— Наш выход, — сказал чужим, незнакомым голосом Вольфрам.
Незримая центрифуга все набирала обороты, и Серегин с трудом расслышал его. Но все же, почти инстинктивно, он рванулся было вперед. Однако, сильная рука Вольфрама схватила его за плечо.
— Давай строго за мной, — чуть ли не в самое ухо сказал ему Вольфрам. — Держи мне спину.
Олег, очевидно, знал, что нужно делать, потому что поперед батьки в пекло и не думал соваться. А может, он просто трусил, но Серегину не хотелось так думать.
Путь длиной в четыре ступеньки и лестничную площадку показался Серегину бесконечно долгим, словно они неделю тащились по пустыне, увязая в песке. Через лежащие тела, всего лишь несколько минут назад бывшие живыми, наверное, веселыми и энергичными парнями, Вольфрам просто переступил. Как через незначительное препятствие.

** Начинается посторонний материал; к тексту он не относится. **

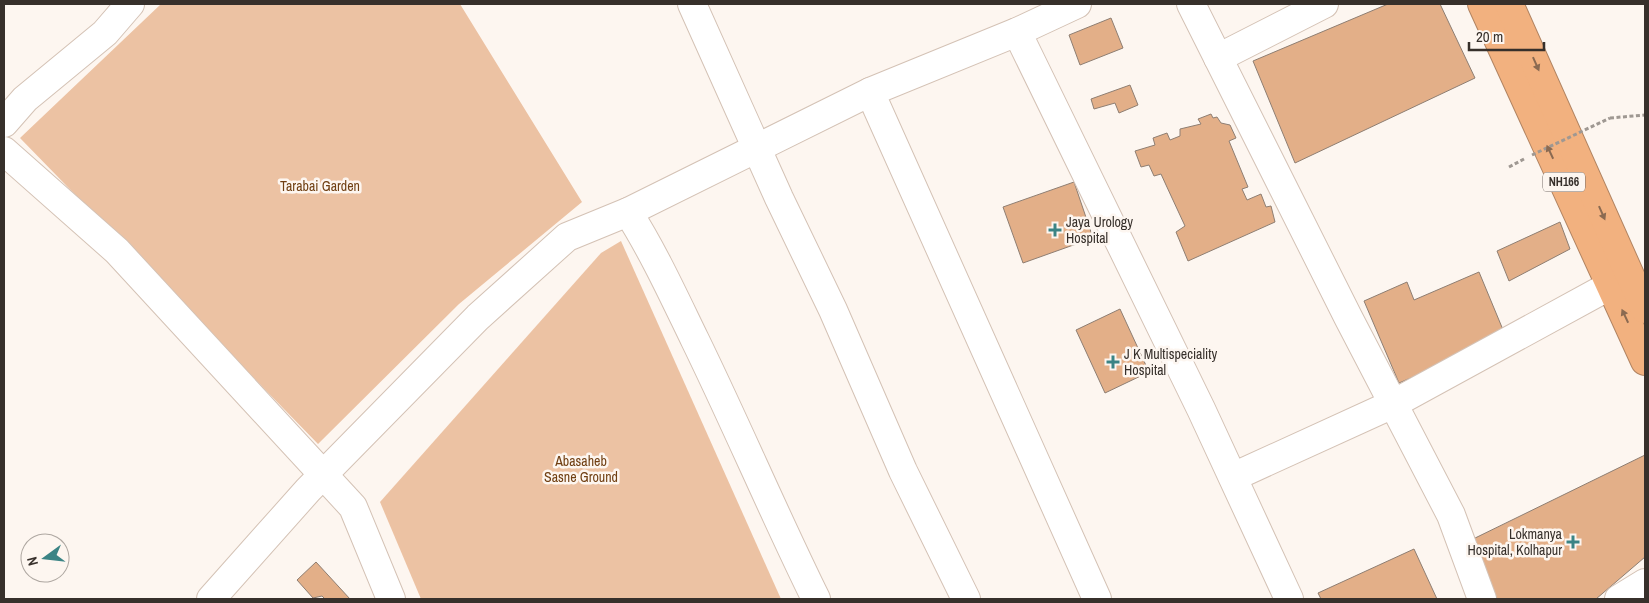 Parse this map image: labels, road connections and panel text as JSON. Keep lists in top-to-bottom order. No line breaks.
{"streets":{"highway":["NH166"]},"parks":["Tarabai Garden","Abasaheb Sasne Ground"],"places":{"health":["Jaya Urology Hospital","J K Multispeciality Hospital","Lokmanya Hospital, Kolhapur"]},"scale_bar":"20 m","north":"left"} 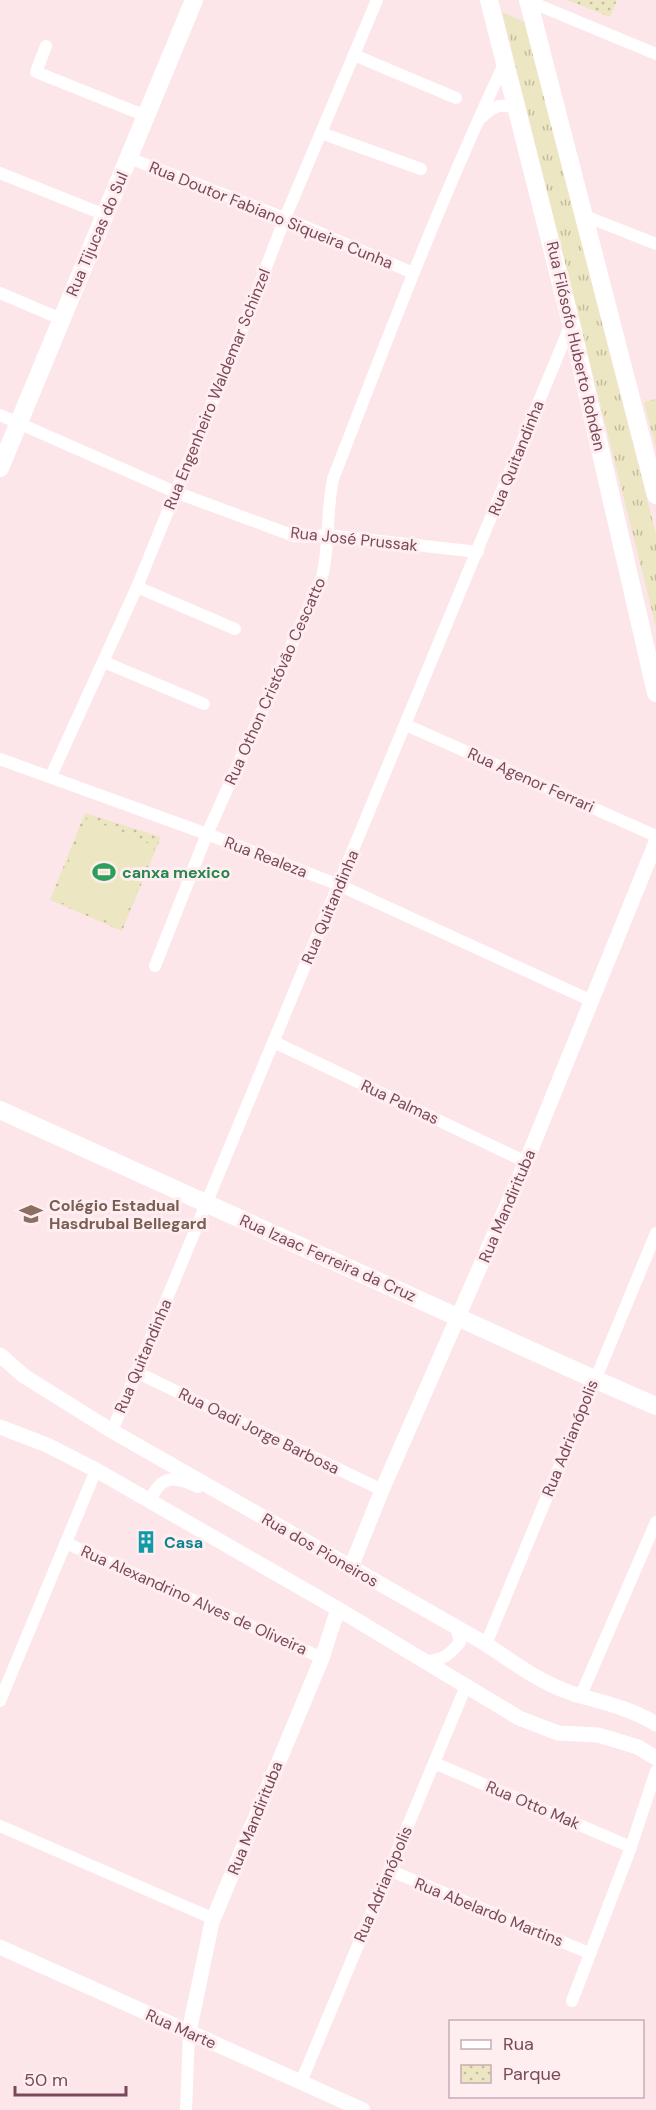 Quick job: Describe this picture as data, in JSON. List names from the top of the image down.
{
  "streets": {
    "main road": ["Rua Tijucas do Sul", "Rua Filósofo Huberto Rohden", "Rua Izaac Ferreira da Cruz"],
    "street": [
      "Rua Doutor Fabiano Siqueira Cunha",
      "Rua Engenheiro Waldemar Schinzel",
      "Rua Quitandinha",
      "Rua José Prussak",
      "Rua Othon Cristóvão Cescatto",
      "Rua Agenor Ferrari",
      "Rua Realeza",
      "Rua Palmas",
      "Rua Mandirituba",
      "Rua Oadi Jorge Barbosa",
      "Rua Adrianópolis",
      "Rua dos Pioneiros",
      "Rua Alexandrino Alves de Oliveira",
      "Rua Otto Mak",
      "Rua Abelardo Martins",
      "Rua Marte"
    ]
  },
  "crossings": [
    ["Rua Doutor Fabiano Siqueira Cunha", "Rua Tijucas do Sul"],
    ["Rua Doutor Fabiano Siqueira Cunha", "Rua Engenheiro Waldemar Schinzel"],
    ["Rua Doutor Fabiano Siqueira Cunha", "Rua Othon Cristóvão Cescatto"],
    ["Rua Tijucas do Sul", "Rua José Prussak"],
    ["Rua Filósofo Huberto Rohden", "Rua Quitandinha"],
    ["Rua Filósofo Huberto Rohden", "Rua Othon Cristóvão Cescatto"],
    ["Rua Engenheiro Waldemar Schinzel", "Rua José Prussak"],
    ["Rua Engenheiro Waldemar Schinzel", "Rua Realeza"],
    ["Rua Quitandinha", "Rua José Prussak"],
    ["Rua Quitandinha", "Rua Agenor Ferrari"],
    ["Rua Quitandinha", "Rua Realeza"],
    ["Rua Quitandinha", "Rua Palmas"],
    ["Rua Quitandinha", "Rua Izaac Ferreira da Cruz"],
    ["Rua Quitandinha", "Rua Oadi Jorge Barbosa"],
    ["Rua Quitandinha", "Rua dos Pioneiros"],
    ["Rua José Prussak", "Rua Othon Cristóvão Cescatto"],
    ["Rua Othon Cristóvão Cescatto", "Rua Realeza"],
    ["Rua Realeza", "Rua Mandirituba"],
    ["Rua Palmas", "Rua Mandirituba"],
    ["Rua Mandirituba", "Rua Izaac Ferreira da Cruz"],
    ["Rua Mandirituba", "Rua Oadi Jorge Barbosa"],
    ["Rua Mandirituba", "Rua dos Pioneiros"],
    ["Rua Mandirituba", "Rua Alexandrino Alves de Oliveira"],
    ["Rua Mandirituba", "Rua Marte"],
    ["Rua Izaac Ferreira da Cruz", "Rua Adrianópolis"],
    ["Rua Adrianópolis", "Rua dos Pioneiros"],
    ["Rua Adrianópolis", "Rua Otto Mak"],
    ["Rua Adrianópolis", "Rua Abelardo Martins"],
    ["Rua Adrianópolis", "Rua Marte"]
  ],
  "places": {
    "sports": ["canxa mexico"],
    "school or university": ["Colégio Estadual Hasdrubal Bellegard"],
    "building": ["Casa"]
  },
  "legend": ["Rua", "Parque"],
  "scale_bar": "50 m"
}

Серегина тянуло остановиться и проверить, действительно ли парни мертвы. А вдруг они только без сознания и нуждаются в срочной помощи. Но Вольфрам сказал «держи спину», и Серегин не мог оставить командира без прикрытия. Надеясь, что идущий позади всех Олег догадается что-нибудь сделать, Серегин, как и только что Вольфрам, перешагнул неподвижное тело, стараясь не наступить в струйку крови, расширившуюся уже в черную лужицу, и вошел в квартиру.
В ту же секунду бьющий по ушам тонкий вой центрифуги резко оборвался. От наступившей тишины зазвенело в ушах. Серегин даже не помнил, когда успел достать «усыплялку». Но тяжесть оружия в руке немного успокоила его. Хотя и ненадолго. Ровно настолько, пока глаза привыкали к полутьме коридора.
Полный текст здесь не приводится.